Fra Mauro’s world map (c. 1448-1459): mapping, mediation and the Indian Ocean world in the early Renaissance
By Marianne O’Doherty
Wasafiri, Vol.26:2 (2011)
Introduction: Begun around 1448 and completed some time before 1459, Fra Mauro’s World map, illustrated in the figure accompanying this article, is a beautiful object. Its designer, Fra Mauro, was an inmate of the Camaldulian monastery of San Michele on Murano, and worked on the map over a period of some years with the assistance of a workshop including fellow-monks and the Venetian galley captain and cartographer, Andrea Bianco. Around 4 m. square and mounted on boards that enable it to be hung on a wall, the map was clearly intended for display. Beyond this, however, its purposes are obscure; on the one hand an inscription on its face declares that it was created ‘a contemplation de questa Illustrissima Signoria’, implying a close connection with the Venetian state.

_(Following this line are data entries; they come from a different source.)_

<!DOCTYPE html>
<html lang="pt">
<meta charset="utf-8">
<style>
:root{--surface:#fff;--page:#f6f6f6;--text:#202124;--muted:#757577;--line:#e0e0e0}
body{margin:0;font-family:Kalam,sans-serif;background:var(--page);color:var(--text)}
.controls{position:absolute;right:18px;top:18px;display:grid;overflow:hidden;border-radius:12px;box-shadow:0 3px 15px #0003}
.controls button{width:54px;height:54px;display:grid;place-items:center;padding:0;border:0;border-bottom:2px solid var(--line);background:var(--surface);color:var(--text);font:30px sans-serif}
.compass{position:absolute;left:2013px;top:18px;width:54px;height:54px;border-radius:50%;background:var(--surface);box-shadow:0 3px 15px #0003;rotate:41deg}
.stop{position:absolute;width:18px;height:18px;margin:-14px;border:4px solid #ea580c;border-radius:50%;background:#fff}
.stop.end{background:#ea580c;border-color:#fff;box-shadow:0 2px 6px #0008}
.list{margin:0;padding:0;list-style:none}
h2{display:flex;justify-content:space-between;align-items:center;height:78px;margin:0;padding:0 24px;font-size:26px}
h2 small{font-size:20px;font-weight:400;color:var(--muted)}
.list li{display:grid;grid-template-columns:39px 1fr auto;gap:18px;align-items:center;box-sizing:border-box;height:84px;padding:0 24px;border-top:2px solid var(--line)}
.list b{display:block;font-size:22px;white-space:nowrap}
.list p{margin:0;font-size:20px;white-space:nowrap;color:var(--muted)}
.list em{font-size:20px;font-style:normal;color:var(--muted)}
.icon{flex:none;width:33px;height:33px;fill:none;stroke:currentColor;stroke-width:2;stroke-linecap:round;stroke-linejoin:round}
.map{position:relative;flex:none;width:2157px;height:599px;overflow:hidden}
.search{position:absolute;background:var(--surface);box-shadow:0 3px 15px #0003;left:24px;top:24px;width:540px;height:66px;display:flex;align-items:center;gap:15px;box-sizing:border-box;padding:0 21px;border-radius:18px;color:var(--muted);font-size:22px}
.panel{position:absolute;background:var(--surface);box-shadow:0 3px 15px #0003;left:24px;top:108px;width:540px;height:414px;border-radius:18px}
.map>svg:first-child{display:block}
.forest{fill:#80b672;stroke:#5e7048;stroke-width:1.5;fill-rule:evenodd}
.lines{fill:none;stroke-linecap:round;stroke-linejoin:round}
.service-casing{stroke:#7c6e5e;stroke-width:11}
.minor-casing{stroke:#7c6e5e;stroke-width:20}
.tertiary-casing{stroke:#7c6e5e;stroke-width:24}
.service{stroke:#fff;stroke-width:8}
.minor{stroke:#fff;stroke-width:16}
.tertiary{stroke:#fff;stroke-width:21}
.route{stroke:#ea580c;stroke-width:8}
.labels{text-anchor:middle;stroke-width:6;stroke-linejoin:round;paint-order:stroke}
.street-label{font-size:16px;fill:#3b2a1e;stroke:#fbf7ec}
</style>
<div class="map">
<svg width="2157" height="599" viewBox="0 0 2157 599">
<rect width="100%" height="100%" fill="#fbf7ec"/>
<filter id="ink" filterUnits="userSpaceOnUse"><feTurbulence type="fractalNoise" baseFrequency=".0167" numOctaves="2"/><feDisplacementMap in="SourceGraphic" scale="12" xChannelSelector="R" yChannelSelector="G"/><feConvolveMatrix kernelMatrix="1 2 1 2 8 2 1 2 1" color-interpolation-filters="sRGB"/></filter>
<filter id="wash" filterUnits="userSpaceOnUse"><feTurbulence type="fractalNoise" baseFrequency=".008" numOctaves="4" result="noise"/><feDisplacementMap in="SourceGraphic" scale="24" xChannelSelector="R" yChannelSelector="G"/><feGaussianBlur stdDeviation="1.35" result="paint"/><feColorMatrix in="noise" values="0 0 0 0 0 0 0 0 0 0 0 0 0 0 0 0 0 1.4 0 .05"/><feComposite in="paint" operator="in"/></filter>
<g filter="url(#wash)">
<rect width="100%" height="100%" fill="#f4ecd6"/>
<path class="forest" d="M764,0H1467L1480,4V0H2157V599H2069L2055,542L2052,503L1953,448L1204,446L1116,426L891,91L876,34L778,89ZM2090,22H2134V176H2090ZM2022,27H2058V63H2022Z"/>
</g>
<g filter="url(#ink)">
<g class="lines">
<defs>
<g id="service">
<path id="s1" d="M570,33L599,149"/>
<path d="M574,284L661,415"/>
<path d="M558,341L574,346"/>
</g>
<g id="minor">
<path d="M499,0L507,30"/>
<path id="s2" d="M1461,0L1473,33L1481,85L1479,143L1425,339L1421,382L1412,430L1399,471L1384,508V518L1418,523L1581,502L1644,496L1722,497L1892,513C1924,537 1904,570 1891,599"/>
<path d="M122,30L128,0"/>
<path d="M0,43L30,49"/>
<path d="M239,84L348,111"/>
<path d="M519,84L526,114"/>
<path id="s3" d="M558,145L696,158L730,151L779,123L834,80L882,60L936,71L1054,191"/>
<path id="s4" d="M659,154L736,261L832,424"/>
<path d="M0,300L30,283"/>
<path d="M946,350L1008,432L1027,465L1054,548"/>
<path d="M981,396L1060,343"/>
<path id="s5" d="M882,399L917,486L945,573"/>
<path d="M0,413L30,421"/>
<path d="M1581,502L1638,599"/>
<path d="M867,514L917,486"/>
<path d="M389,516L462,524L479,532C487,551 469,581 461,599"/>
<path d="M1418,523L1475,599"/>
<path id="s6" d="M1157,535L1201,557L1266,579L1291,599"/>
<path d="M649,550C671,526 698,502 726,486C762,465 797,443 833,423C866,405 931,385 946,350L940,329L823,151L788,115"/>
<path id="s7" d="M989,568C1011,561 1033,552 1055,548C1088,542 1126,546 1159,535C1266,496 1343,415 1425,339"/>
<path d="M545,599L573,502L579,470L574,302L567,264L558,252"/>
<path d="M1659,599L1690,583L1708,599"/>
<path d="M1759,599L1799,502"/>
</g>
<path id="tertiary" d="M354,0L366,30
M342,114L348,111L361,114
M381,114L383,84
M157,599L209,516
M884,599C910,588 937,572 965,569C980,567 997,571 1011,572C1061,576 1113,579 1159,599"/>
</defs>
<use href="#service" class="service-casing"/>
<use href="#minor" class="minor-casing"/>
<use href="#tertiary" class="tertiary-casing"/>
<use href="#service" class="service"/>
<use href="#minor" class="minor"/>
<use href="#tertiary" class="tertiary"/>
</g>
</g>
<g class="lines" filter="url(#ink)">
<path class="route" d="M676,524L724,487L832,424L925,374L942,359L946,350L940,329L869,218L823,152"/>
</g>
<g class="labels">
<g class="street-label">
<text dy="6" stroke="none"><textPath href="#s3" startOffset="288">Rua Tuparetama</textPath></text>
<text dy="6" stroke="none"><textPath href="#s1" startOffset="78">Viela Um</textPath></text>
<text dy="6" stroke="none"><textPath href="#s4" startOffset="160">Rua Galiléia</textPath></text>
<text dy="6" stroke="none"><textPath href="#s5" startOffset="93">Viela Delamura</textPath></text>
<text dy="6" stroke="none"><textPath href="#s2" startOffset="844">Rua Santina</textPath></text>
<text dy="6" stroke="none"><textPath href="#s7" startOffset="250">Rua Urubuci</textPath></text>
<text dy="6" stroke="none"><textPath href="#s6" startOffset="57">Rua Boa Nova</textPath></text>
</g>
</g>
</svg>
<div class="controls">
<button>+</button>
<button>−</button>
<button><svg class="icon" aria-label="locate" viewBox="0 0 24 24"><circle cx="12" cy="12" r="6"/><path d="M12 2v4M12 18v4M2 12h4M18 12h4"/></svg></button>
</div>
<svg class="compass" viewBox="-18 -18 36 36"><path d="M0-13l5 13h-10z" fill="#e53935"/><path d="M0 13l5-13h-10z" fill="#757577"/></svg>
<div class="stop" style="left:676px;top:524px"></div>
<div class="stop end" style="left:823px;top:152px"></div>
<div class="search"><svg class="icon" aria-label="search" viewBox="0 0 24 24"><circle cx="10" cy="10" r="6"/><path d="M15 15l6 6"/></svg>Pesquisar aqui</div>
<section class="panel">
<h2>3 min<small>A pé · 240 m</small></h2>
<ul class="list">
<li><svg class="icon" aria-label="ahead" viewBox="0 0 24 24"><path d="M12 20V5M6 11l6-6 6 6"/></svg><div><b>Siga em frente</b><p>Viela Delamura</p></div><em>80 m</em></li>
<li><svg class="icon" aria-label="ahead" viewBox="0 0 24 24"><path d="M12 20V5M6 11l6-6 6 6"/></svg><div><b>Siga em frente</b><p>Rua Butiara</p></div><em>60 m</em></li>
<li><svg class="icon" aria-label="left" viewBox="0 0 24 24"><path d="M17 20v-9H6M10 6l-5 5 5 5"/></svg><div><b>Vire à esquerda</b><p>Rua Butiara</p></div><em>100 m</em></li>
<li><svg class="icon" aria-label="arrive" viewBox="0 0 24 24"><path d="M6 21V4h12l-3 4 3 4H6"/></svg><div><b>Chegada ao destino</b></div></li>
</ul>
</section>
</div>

On the other hand, there is no record of the map ever hanging anywhere other than the church and hall (aula) of the monastery where it was produced. The map as a whole is fascinating, and has been an object both of wonder and of scholarship for historians of cartography, exploration and culture for hundreds of years. Recently, Piero Falchetta’s superb edition and English translation of its c. 3000 Venetian legends, published with copious notes and CD-Rom with high-resolution reproduction of map has made it accessible, for the first time, to a wider audience of students and non-specialists.